EXERCISE:
Whatever the records contain, reproduce all of them exactly.

[RECORDS PROVIDED Boundary: Start]

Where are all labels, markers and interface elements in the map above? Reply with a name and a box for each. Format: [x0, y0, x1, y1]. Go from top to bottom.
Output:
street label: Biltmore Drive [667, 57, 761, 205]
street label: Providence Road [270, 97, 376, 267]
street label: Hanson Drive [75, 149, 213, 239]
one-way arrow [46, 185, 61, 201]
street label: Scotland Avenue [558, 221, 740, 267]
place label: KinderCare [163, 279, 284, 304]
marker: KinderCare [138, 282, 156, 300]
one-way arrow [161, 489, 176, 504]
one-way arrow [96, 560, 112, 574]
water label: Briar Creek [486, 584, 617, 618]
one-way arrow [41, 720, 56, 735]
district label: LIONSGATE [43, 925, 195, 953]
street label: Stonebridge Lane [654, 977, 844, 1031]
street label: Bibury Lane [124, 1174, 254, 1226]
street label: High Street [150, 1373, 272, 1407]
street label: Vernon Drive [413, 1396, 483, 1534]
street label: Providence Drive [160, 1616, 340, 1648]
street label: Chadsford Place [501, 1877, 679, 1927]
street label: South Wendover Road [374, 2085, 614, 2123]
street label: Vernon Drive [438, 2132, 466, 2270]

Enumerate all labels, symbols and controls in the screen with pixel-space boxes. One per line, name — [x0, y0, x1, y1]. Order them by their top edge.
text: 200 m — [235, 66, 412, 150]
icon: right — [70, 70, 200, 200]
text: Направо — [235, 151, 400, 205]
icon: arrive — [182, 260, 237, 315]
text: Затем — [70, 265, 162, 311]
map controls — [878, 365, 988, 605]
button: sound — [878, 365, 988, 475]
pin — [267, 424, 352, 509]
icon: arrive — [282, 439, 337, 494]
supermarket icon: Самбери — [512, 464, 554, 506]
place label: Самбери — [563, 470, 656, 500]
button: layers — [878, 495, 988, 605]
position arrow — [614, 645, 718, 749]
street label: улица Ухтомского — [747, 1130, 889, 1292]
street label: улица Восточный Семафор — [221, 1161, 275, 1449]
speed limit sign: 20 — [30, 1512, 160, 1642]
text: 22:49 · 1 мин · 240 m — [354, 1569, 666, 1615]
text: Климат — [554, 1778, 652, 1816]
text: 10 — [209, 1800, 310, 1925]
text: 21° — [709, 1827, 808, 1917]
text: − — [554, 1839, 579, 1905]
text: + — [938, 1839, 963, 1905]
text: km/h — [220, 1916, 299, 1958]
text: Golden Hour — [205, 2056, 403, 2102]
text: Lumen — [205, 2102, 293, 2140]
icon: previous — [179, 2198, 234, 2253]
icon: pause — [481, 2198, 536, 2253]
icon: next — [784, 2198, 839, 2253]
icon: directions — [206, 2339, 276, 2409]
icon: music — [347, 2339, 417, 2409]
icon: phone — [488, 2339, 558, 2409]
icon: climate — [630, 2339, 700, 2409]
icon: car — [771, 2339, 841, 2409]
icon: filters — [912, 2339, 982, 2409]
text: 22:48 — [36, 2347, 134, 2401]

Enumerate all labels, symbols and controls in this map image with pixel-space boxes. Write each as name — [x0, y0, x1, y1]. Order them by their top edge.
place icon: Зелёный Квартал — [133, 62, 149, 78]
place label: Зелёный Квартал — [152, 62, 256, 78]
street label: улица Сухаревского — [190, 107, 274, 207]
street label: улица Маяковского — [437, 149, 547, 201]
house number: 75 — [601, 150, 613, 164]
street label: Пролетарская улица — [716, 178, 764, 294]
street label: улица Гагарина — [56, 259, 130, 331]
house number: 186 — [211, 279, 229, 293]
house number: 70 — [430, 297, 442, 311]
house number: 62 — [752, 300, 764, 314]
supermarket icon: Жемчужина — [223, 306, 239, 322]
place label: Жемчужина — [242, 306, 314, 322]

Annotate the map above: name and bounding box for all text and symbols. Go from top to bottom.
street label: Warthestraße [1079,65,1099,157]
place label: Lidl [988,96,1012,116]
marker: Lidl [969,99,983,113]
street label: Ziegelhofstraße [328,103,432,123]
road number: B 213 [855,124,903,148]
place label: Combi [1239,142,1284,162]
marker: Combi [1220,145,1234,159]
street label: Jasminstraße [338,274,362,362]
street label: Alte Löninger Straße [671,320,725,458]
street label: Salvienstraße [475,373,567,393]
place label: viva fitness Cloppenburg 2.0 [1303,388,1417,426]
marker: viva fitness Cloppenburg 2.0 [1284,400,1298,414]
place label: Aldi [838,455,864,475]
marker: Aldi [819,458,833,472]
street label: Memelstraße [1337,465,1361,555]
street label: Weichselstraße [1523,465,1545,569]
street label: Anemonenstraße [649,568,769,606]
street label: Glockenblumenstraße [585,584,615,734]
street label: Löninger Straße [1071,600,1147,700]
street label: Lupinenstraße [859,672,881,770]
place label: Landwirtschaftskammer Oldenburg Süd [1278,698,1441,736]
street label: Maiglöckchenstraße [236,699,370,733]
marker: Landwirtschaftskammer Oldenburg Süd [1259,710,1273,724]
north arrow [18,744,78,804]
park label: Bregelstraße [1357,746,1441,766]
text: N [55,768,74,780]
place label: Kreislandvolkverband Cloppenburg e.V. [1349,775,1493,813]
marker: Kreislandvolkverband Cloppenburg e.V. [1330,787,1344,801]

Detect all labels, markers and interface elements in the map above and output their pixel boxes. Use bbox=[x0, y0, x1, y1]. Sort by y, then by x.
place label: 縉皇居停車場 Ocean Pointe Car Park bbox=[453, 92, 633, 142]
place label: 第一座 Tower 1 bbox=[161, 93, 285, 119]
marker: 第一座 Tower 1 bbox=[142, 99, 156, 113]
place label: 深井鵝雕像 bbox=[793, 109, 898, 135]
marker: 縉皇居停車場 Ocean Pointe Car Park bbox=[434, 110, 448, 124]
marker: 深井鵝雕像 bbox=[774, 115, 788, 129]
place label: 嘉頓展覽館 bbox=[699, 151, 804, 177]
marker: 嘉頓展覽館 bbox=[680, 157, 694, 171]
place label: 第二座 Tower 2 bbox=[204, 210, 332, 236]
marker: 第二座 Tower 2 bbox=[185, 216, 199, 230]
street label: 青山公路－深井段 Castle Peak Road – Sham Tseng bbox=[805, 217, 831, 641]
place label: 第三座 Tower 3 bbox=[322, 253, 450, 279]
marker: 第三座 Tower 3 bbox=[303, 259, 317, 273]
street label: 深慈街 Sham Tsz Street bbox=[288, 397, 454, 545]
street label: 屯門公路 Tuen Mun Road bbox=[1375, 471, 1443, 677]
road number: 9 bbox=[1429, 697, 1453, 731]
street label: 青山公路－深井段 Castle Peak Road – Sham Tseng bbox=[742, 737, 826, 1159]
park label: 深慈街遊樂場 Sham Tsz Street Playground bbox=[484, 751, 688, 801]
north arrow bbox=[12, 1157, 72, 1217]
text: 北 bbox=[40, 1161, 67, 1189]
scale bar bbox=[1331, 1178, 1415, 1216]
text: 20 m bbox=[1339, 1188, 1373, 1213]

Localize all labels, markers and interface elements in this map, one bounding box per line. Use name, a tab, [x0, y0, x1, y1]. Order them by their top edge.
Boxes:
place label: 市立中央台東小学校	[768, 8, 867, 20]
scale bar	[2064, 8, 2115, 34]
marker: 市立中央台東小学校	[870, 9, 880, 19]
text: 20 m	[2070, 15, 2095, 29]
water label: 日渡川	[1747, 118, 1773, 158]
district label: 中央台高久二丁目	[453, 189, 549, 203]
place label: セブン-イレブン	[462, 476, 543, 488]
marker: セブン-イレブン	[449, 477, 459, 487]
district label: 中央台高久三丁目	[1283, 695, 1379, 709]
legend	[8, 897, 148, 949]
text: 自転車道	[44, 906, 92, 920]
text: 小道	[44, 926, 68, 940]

[RECORDS PROVIDED Boundary: End]

SOLVED EXERCISE:
Where are all labels, markers and interface elements in the map above? Reply with a name and a box for each. Format: [x0, y0, x1, y1]. Go from top to bottom.
Output:
street label: Biltmore Drive [667, 57, 761, 205]
street label: Providence Road [270, 97, 376, 267]
street label: Hanson Drive [75, 149, 213, 239]
one-way arrow [46, 185, 61, 201]
street label: Scotland Avenue [558, 221, 740, 267]
place label: KinderCare [163, 279, 284, 304]
marker: KinderCare [138, 282, 156, 300]
one-way arrow [161, 489, 176, 504]
one-way arrow [96, 560, 112, 574]
water label: Briar Creek [486, 584, 617, 618]
one-way arrow [41, 720, 56, 735]
district label: LIONSGATE [43, 925, 195, 953]
street label: Stonebridge Lane [654, 977, 844, 1031]
street label: Bibury Lane [124, 1174, 254, 1226]
street label: High Street [150, 1373, 272, 1407]
street label: Vernon Drive [413, 1396, 483, 1534]
street label: Providence Drive [160, 1616, 340, 1648]
street label: Chadsford Place [501, 1877, 679, 1927]
street label: South Wendover Road [374, 2085, 614, 2123]
street label: Vernon Drive [438, 2132, 466, 2270]

Enumerate all labels, symbols and controls in the screen with pixel-space boxes. One per line, name — [x0, y0, x1, y1]. Order them by their top edge.
text: 200 m — [235, 66, 412, 150]
icon: right — [70, 70, 200, 200]
text: Направо — [235, 151, 400, 205]
icon: arrive — [182, 260, 237, 315]
text: Затем — [70, 265, 162, 311]
map controls — [878, 365, 988, 605]
button: sound — [878, 365, 988, 475]
pin — [267, 424, 352, 509]
icon: arrive — [282, 439, 337, 494]
supermarket icon: Самбери — [512, 464, 554, 506]
place label: Самбери — [563, 470, 656, 500]
button: layers — [878, 495, 988, 605]
position arrow — [614, 645, 718, 749]
street label: улица Ухтомского — [747, 1130, 889, 1292]
street label: улица Восточный Семафор — [221, 1161, 275, 1449]
speed limit sign: 20 — [30, 1512, 160, 1642]
text: 22:49 · 1 мин · 240 m — [354, 1569, 666, 1615]
text: Климат — [554, 1778, 652, 1816]
text: 10 — [209, 1800, 310, 1925]
text: 21° — [709, 1827, 808, 1917]
text: − — [554, 1839, 579, 1905]
text: + — [938, 1839, 963, 1905]
text: km/h — [220, 1916, 299, 1958]
text: Golden Hour — [205, 2056, 403, 2102]
text: Lumen — [205, 2102, 293, 2140]
icon: previous — [179, 2198, 234, 2253]
icon: pause — [481, 2198, 536, 2253]
icon: next — [784, 2198, 839, 2253]
icon: directions — [206, 2339, 276, 2409]
icon: music — [347, 2339, 417, 2409]
icon: phone — [488, 2339, 558, 2409]
icon: climate — [630, 2339, 700, 2409]
icon: car — [771, 2339, 841, 2409]
icon: filters — [912, 2339, 982, 2409]
text: 22:48 — [36, 2347, 134, 2401]

Enumerate all labels, symbols and controls in this map image with pixel-space boxes. Write each as name — [x0, y0, x1, y1]. Order them by their top edge.
place icon: Зелёный Квартал — [133, 62, 149, 78]
place label: Зелёный Квартал — [152, 62, 256, 78]
street label: улица Сухаревского — [190, 107, 274, 207]
street label: улица Маяковского — [437, 149, 547, 201]
house number: 75 — [601, 150, 613, 164]
street label: Пролетарская улица — [716, 178, 764, 294]
street label: улица Гагарина — [56, 259, 130, 331]
house number: 186 — [211, 279, 229, 293]
house number: 70 — [430, 297, 442, 311]
house number: 62 — [752, 300, 764, 314]
supermarket icon: Жемчужина — [223, 306, 239, 322]
place label: Жемчужина — [242, 306, 314, 322]

Annotate the map above: name and bounding box for all text and symbols. Go from top to bottom.
street label: Warthestraße [1079,65,1099,157]
place label: Lidl [988,96,1012,116]
marker: Lidl [969,99,983,113]
street label: Ziegelhofstraße [328,103,432,123]
road number: B 213 [855,124,903,148]
place label: Combi [1239,142,1284,162]
marker: Combi [1220,145,1234,159]
street label: Jasminstraße [338,274,362,362]
street label: Alte Löninger Straße [671,320,725,458]
street label: Salvienstraße [475,373,567,393]
place label: viva fitness Cloppenburg 2.0 [1303,388,1417,426]
marker: viva fitness Cloppenburg 2.0 [1284,400,1298,414]
place label: Aldi [838,455,864,475]
marker: Aldi [819,458,833,472]
street label: Memelstraße [1337,465,1361,555]
street label: Weichselstraße [1523,465,1545,569]
street label: Anemonenstraße [649,568,769,606]
street label: Glockenblumenstraße [585,584,615,734]
street label: Löninger Straße [1071,600,1147,700]
street label: Lupinenstraße [859,672,881,770]
place label: Landwirtschaftskammer Oldenburg Süd [1278,698,1441,736]
street label: Maiglöckchenstraße [236,699,370,733]
marker: Landwirtschaftskammer Oldenburg Süd [1259,710,1273,724]
north arrow [18,744,78,804]
park label: Bregelstraße [1357,746,1441,766]
text: N [55,768,74,780]
place label: Kreislandvolkverband Cloppenburg e.V. [1349,775,1493,813]
marker: Kreislandvolkverband Cloppenburg e.V. [1330,787,1344,801]

Detect all labels, markers and interface elements in the map above and output their pixel boxes. Use bbox=[x0, y0, x1, y1]. Sort by y, then by x.
place label: 縉皇居停車場 Ocean Pointe Car Park bbox=[453, 92, 633, 142]
place label: 第一座 Tower 1 bbox=[161, 93, 285, 119]
marker: 第一座 Tower 1 bbox=[142, 99, 156, 113]
place label: 深井鵝雕像 bbox=[793, 109, 898, 135]
marker: 縉皇居停車場 Ocean Pointe Car Park bbox=[434, 110, 448, 124]
marker: 深井鵝雕像 bbox=[774, 115, 788, 129]
place label: 嘉頓展覽館 bbox=[699, 151, 804, 177]
marker: 嘉頓展覽館 bbox=[680, 157, 694, 171]
place label: 第二座 Tower 2 bbox=[204, 210, 332, 236]
marker: 第二座 Tower 2 bbox=[185, 216, 199, 230]
street label: 青山公路－深井段 Castle Peak Road – Sham Tseng bbox=[805, 217, 831, 641]
place label: 第三座 Tower 3 bbox=[322, 253, 450, 279]
marker: 第三座 Tower 3 bbox=[303, 259, 317, 273]
street label: 深慈街 Sham Tsz Street bbox=[288, 397, 454, 545]
street label: 屯門公路 Tuen Mun Road bbox=[1375, 471, 1443, 677]
road number: 9 bbox=[1429, 697, 1453, 731]
street label: 青山公路－深井段 Castle Peak Road – Sham Tseng bbox=[742, 737, 826, 1159]
park label: 深慈街遊樂場 Sham Tsz Street Playground bbox=[484, 751, 688, 801]
north arrow bbox=[12, 1157, 72, 1217]
text: 北 bbox=[40, 1161, 67, 1189]
scale bar bbox=[1331, 1178, 1415, 1216]
text: 20 m bbox=[1339, 1188, 1373, 1213]

Localize all labels, markers and interface elements in this map, one bounding box per line. Use name, a tab, [x0, y0, x1, y1]. Order them by their top edge.
Boxes:
place label: 市立中央台東小学校	[768, 8, 867, 20]
scale bar	[2064, 8, 2115, 34]
marker: 市立中央台東小学校	[870, 9, 880, 19]
text: 20 m	[2070, 15, 2095, 29]
water label: 日渡川	[1747, 118, 1773, 158]
district label: 中央台高久二丁目	[453, 189, 549, 203]
place label: セブン-イレブン	[462, 476, 543, 488]
marker: セブン-イレブン	[449, 477, 459, 487]
district label: 中央台高久三丁目	[1283, 695, 1379, 709]
legend	[8, 897, 148, 949]
text: 自転車道	[44, 906, 92, 920]
text: 小道	[44, 926, 68, 940]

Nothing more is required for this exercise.